Throughout the show, I wondered if Sam’s coming of age story downplays the seriousness of his autism. If Sam’s mom and sister flounder in their relationships, despite their neuro-typical brains, what makes Sam so different? The show answers this question with vibrant depictions of Sam’s ASD symptoms. In episode two, Sam makes a misguided attempt to learn about dating from a group of his peers. Instead, they tease him and we see Sam panic as his painful sensitivity to lights and sounds is exacerbated by the social situation. While he has the same desires as his peers, such as a healthy curiosity about sex, Sam has additional barriers in his interactions with others. In another painful scene, Sam is about to lose his virginity when his aversion to soft touch causes him to shove his partner away. Understandably, she reacts poorly to being pushed, but in a poignantly cruel outburst she screams, “What is wrong with you? Seriously, are you retarded? Is there something wrong with your brain?” Her initial attraction to what she saw as Sam’s quirkiness and candor doesn’t translate into understanding or acceptance of his disorder.

Later on we see how another love interest might understand and accept Sam’s ASD but still responds inappropriately. His girlfriend Paige takes on a management role, enforcing limitations on Sam’s repetitive and restricted interest in Antarctica. I wondered if “Atypical” did enough to show her overbearing role as problematic, rather than just funny, and hoped that a second season of the show might address the deeper questions of how autism affects the dynamic of relationships.

“Atypical” is a comedy and so there are moments where Sam’s struggles are cast in a comedic light. Early in the series, Sam scares a potential love interest off with an exaggerated smile. Later, Sam attempts to look cool in a leather jacket but is so uncomfortable he rips the jacket off and throws it in the trash can during class. “Atypical” provides a backdrop to these moments – Sam’s own voice describing his experience. The audience sees Sam’s point of view: the stiff leather and loud buckles make you feel Sam’s discomfort and understand his actions. Every funny moment is matched with an equally heartbreaking or often heartwarming one. After Sam’s dad, played by Ray Romano, struggles to connect with his son through building him an igloo, Sam hugs his father in the final episode. “It’s a really good igloo,” he tells his father. Sam’s atypical challenges tell a familiar story: a father longing to bond with his son and the hard fought rewards of doing so.

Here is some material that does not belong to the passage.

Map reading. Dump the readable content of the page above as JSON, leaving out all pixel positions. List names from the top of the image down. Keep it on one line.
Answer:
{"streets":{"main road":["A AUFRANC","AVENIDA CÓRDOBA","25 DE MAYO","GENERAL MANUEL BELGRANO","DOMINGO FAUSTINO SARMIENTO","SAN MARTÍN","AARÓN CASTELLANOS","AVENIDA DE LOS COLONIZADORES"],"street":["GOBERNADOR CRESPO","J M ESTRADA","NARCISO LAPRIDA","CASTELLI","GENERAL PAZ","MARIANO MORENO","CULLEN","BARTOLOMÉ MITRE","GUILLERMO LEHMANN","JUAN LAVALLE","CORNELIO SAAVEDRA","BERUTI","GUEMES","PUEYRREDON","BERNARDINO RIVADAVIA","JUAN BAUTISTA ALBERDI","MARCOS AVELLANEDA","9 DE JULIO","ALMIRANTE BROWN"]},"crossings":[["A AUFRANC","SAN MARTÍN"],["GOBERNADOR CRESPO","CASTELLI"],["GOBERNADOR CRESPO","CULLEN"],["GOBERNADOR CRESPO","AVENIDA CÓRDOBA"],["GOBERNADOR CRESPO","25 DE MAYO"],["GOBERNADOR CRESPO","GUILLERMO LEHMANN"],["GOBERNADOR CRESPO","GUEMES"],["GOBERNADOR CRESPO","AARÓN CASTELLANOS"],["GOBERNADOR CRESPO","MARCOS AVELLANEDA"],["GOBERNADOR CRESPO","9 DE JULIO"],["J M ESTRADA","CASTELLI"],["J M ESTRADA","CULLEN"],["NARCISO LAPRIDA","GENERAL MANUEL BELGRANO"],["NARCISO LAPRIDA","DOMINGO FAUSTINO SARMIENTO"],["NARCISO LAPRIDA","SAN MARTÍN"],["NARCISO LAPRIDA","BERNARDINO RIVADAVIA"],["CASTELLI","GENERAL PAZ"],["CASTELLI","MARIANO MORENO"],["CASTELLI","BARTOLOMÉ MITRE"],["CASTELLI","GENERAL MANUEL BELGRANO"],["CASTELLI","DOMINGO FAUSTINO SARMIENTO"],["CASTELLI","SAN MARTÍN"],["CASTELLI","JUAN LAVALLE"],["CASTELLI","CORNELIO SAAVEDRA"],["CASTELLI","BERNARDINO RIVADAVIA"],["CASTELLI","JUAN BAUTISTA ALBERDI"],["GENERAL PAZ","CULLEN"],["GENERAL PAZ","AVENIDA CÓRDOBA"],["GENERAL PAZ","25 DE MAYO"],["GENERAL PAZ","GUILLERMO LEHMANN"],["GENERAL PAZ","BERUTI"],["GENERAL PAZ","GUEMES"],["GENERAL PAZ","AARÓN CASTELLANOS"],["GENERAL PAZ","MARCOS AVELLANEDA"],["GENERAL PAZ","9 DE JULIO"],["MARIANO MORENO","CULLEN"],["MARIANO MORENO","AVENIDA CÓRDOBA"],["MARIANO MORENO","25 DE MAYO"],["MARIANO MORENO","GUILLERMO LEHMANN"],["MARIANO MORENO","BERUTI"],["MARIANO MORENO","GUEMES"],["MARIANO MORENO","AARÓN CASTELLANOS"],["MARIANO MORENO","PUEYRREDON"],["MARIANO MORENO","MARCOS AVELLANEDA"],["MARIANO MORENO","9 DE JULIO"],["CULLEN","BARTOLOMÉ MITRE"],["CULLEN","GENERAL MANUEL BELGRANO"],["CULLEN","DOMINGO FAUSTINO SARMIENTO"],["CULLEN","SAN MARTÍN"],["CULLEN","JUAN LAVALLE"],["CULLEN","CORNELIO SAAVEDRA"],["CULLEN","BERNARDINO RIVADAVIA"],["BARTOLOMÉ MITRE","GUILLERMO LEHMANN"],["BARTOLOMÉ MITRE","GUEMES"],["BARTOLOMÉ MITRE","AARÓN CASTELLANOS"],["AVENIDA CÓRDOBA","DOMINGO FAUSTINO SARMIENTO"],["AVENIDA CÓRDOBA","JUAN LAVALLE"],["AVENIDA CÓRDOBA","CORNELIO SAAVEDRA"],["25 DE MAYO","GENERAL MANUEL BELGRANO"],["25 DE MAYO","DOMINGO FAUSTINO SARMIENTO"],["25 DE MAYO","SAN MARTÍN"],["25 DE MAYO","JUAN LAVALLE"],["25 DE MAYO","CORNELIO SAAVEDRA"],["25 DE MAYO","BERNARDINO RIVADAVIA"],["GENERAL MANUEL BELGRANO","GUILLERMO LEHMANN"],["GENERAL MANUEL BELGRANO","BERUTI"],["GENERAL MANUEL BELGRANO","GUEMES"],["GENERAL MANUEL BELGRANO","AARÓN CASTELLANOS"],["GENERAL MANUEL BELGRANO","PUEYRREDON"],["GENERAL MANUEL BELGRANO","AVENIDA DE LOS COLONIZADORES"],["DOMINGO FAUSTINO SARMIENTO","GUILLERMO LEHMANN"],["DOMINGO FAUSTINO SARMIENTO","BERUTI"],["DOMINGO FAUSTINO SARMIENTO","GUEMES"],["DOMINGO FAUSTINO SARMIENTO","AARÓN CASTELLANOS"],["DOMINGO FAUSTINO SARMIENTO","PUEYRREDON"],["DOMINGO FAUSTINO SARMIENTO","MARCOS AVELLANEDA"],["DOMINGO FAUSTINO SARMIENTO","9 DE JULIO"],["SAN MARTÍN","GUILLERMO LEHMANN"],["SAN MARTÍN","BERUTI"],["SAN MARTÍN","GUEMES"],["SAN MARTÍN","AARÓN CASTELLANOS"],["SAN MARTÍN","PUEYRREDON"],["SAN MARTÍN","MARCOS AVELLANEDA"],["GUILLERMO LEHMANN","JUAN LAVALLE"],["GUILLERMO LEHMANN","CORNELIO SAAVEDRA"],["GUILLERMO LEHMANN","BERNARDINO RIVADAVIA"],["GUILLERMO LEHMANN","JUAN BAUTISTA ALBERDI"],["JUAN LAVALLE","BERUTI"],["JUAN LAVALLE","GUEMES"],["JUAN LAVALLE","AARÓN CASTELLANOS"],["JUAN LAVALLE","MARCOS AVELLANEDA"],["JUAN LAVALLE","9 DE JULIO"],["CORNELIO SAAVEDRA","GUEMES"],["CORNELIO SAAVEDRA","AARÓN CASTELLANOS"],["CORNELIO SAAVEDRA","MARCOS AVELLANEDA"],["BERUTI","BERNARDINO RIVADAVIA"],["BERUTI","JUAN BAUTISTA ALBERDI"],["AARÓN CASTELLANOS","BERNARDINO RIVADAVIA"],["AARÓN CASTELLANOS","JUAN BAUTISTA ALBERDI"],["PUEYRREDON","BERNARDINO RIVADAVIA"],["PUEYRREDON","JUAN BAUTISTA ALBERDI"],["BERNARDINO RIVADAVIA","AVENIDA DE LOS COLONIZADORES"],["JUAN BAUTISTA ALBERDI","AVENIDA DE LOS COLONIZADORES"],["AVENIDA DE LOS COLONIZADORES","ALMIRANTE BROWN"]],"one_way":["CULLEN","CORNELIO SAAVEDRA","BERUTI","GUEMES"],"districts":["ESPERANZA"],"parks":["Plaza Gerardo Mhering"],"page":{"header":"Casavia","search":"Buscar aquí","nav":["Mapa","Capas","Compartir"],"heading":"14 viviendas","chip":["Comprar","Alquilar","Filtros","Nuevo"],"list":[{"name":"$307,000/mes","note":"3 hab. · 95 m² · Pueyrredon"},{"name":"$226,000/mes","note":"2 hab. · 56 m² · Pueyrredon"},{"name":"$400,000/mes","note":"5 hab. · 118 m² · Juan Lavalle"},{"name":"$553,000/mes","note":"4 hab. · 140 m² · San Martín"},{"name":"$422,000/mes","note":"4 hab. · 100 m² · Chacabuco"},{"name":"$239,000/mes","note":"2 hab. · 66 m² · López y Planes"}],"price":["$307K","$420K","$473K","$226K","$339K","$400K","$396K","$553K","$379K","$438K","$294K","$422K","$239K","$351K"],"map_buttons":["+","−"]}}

After watching the show, I look at the cover image of Sam staring into his future differently. Instead of dispassion, I see apprehension and determination. I see desire and struggle behind his eyes. Perhaps in that way, for me, the show has accomplished what it set out to do. “Atypical” reveals glimmers of the world through Sam’s eyes, the challenges he faces that are unique to individuals on the spectrum, but also the many struggles that are universal for youth on the cusp of adulthood – finding love, building strong parental relationships, and looking to an uncharted future. 

The views expressed in this blog post are the author's own and not necessarily those of the A.J. Drexel Autism Institute.